# Provided entries
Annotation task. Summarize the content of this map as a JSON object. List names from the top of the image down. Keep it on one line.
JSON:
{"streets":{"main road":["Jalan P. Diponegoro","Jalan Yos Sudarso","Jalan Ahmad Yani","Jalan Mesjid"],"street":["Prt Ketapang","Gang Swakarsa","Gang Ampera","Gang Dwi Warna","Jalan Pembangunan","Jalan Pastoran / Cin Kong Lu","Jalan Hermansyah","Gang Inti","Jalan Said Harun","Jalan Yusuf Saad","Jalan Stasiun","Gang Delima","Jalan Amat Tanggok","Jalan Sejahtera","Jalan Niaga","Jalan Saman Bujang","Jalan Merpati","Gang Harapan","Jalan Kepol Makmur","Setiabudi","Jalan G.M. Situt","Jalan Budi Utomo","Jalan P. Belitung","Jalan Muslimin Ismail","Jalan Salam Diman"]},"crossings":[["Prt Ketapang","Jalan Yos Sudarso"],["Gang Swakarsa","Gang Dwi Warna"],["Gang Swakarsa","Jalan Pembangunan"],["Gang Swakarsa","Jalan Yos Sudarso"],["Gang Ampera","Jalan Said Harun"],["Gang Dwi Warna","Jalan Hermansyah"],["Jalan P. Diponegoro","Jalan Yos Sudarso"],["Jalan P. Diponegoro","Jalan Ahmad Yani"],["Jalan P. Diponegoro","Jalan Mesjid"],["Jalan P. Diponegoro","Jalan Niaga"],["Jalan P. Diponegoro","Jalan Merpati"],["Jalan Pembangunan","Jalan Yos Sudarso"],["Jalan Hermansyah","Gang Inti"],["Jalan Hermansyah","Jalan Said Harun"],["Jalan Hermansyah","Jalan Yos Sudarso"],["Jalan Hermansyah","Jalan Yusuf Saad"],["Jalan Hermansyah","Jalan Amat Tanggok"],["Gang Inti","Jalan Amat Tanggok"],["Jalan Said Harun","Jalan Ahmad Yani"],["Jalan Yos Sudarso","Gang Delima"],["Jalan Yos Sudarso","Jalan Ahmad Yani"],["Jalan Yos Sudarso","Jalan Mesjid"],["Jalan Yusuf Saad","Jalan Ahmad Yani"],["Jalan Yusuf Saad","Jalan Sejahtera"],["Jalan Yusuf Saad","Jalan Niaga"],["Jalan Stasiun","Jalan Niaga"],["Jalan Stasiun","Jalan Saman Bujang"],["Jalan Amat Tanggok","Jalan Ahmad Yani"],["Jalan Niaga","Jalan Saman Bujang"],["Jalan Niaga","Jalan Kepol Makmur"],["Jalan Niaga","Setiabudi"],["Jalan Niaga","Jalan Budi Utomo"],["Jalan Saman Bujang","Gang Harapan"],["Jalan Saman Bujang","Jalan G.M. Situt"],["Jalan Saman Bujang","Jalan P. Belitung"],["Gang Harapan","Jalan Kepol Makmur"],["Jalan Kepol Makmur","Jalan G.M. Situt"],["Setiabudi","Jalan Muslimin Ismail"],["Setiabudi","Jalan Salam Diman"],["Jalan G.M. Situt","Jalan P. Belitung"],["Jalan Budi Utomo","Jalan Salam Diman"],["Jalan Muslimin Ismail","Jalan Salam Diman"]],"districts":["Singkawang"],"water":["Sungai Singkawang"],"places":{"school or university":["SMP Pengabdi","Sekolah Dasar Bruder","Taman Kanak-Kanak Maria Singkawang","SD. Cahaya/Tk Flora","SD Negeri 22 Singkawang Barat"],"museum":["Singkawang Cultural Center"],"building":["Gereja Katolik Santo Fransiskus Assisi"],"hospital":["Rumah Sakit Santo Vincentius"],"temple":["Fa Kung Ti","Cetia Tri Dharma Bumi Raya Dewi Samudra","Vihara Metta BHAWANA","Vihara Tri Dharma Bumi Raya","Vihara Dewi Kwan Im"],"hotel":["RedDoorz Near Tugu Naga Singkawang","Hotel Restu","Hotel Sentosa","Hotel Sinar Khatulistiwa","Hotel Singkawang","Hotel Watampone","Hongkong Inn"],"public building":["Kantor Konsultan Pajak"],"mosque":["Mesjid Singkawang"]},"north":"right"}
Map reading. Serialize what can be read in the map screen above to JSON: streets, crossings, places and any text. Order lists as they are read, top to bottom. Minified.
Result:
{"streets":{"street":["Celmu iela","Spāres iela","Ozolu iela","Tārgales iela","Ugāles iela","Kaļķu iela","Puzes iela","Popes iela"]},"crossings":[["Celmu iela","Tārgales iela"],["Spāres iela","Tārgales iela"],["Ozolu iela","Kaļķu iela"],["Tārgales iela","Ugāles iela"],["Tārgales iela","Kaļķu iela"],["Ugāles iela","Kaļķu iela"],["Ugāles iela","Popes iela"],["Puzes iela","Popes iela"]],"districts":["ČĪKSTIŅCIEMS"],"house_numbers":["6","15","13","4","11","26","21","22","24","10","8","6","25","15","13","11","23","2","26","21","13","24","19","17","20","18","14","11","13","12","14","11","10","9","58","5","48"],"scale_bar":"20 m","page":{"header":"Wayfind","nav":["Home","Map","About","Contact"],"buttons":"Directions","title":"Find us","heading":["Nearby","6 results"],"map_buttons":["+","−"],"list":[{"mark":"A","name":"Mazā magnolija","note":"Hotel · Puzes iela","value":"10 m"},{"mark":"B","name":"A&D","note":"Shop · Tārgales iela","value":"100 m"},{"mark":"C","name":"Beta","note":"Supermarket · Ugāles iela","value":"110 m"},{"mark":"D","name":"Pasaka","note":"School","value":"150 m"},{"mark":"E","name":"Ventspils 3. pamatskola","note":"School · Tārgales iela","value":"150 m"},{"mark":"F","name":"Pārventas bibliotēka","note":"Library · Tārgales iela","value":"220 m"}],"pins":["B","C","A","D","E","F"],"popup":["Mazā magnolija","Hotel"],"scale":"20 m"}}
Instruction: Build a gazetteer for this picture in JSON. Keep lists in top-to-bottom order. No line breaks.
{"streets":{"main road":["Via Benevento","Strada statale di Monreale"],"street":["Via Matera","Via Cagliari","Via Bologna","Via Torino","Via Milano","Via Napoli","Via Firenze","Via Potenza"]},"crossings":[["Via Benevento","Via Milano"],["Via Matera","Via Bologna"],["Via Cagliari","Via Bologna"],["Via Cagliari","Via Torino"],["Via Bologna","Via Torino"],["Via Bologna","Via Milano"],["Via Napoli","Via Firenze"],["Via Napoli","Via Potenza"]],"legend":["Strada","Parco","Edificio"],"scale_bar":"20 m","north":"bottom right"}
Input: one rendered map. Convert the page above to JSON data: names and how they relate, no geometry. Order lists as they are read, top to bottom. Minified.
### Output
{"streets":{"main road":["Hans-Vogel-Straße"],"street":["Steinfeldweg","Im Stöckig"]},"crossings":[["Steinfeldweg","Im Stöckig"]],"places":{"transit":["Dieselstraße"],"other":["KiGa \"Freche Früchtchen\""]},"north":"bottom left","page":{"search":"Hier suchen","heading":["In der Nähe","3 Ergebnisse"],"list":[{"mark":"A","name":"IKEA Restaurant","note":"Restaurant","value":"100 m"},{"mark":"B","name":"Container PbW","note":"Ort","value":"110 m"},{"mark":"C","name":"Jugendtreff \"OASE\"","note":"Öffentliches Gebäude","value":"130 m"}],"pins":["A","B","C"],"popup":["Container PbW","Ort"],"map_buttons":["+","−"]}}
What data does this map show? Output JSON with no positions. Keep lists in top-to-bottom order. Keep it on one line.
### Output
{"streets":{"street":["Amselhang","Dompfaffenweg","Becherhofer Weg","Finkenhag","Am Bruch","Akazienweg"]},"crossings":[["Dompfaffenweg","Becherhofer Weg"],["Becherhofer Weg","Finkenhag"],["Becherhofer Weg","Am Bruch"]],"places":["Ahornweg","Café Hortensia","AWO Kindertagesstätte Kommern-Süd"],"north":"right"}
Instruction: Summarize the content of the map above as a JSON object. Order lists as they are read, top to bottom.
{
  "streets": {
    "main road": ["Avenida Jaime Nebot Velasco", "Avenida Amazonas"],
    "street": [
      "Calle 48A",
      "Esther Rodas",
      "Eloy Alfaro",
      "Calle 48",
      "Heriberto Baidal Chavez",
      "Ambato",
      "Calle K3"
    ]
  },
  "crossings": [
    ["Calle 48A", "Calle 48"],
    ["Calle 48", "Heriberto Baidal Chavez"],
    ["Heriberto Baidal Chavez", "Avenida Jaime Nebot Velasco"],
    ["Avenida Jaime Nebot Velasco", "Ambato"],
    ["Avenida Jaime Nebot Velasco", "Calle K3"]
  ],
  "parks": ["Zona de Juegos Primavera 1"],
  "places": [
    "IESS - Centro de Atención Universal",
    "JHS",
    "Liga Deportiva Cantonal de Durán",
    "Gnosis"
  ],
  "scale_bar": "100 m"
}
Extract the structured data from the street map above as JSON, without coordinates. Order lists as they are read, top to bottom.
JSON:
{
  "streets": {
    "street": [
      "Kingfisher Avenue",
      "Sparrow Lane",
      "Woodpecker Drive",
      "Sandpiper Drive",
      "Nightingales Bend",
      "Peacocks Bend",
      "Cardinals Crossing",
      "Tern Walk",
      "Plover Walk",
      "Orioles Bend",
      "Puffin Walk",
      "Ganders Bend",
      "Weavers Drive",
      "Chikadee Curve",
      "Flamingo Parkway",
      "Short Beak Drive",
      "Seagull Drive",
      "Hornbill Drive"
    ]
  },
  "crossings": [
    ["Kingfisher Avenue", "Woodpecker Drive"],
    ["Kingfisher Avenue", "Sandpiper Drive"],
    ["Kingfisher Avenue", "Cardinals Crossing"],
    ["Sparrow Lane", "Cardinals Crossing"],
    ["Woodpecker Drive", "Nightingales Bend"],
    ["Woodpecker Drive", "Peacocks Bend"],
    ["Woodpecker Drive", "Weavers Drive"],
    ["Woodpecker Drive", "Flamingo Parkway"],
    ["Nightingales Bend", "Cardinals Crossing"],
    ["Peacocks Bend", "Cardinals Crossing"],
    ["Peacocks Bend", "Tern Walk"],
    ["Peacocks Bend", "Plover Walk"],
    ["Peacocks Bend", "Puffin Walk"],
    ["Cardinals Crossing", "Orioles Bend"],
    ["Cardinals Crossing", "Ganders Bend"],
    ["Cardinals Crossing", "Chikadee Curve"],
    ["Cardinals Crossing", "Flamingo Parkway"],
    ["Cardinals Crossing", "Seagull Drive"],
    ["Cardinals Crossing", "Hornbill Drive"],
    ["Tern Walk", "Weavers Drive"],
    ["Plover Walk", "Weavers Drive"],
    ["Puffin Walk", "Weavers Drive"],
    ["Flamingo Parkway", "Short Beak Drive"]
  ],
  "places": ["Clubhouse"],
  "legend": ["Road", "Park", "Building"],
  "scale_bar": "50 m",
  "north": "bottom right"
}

# Task prompt
Once the line containing "Extract the structured" is found, output it and each line after it through the end of the listing above, exactly, with nothing else.

# Reply
Extract the structured data from the street map above as JSON, without coordinates. Order lists as they are read, top to bottom.
JSON:
{
  "streets": {
    "street": [
      "Kingfisher Avenue",
      "Sparrow Lane",
      "Woodpecker Drive",
      "Sandpiper Drive",
      "Nightingales Bend",
      "Peacocks Bend",
      "Cardinals Crossing",
      "Tern Walk",
      "Plover Walk",
      "Orioles Bend",
      "Puffin Walk",
      "Ganders Bend",
      "Weavers Drive",
      "Chikadee Curve",
      "Flamingo Parkway",
      "Short Beak Drive",
      "Seagull Drive",
      "Hornbill Drive"
    ]
  },
  "crossings": [
    ["Kingfisher Avenue", "Woodpecker Drive"],
    ["Kingfisher Avenue", "Sandpiper Drive"],
    ["Kingfisher Avenue", "Cardinals Crossing"],
    ["Sparrow Lane", "Cardinals Crossing"],
    ["Woodpecker Drive", "Nightingales Bend"],
    ["Woodpecker Drive", "Peacocks Bend"],
    ["Woodpecker Drive", "Weavers Drive"],
    ["Woodpecker Drive", "Flamingo Parkway"],
    ["Nightingales Bend", "Cardinals Crossing"],
    ["Peacocks Bend", "Cardinals Crossing"],
    ["Peacocks Bend", "Tern Walk"],
    ["Peacocks Bend", "Plover Walk"],
    ["Peacocks Bend", "Puffin Walk"],
    ["Cardinals Crossing", "Orioles Bend"],
    ["Cardinals Crossing", "Ganders Bend"],
    ["Cardinals Crossing", "Chikadee Curve"],
    ["Cardinals Crossing", "Flamingo Parkway"],
    ["Cardinals Crossing", "Seagull Drive"],
    ["Cardinals Crossing", "Hornbill Drive"],
    ["Tern Walk", "Weavers Drive"],
    ["Plover Walk", "Weavers Drive"],
    ["Puffin Walk", "Weavers Drive"],
    ["Flamingo Parkway", "Short Beak Drive"]
  ],
  "places": ["Clubhouse"],
  "legend": ["Road", "Park", "Building"],
  "scale_bar": "50 m",
  "north": "bottom right"
}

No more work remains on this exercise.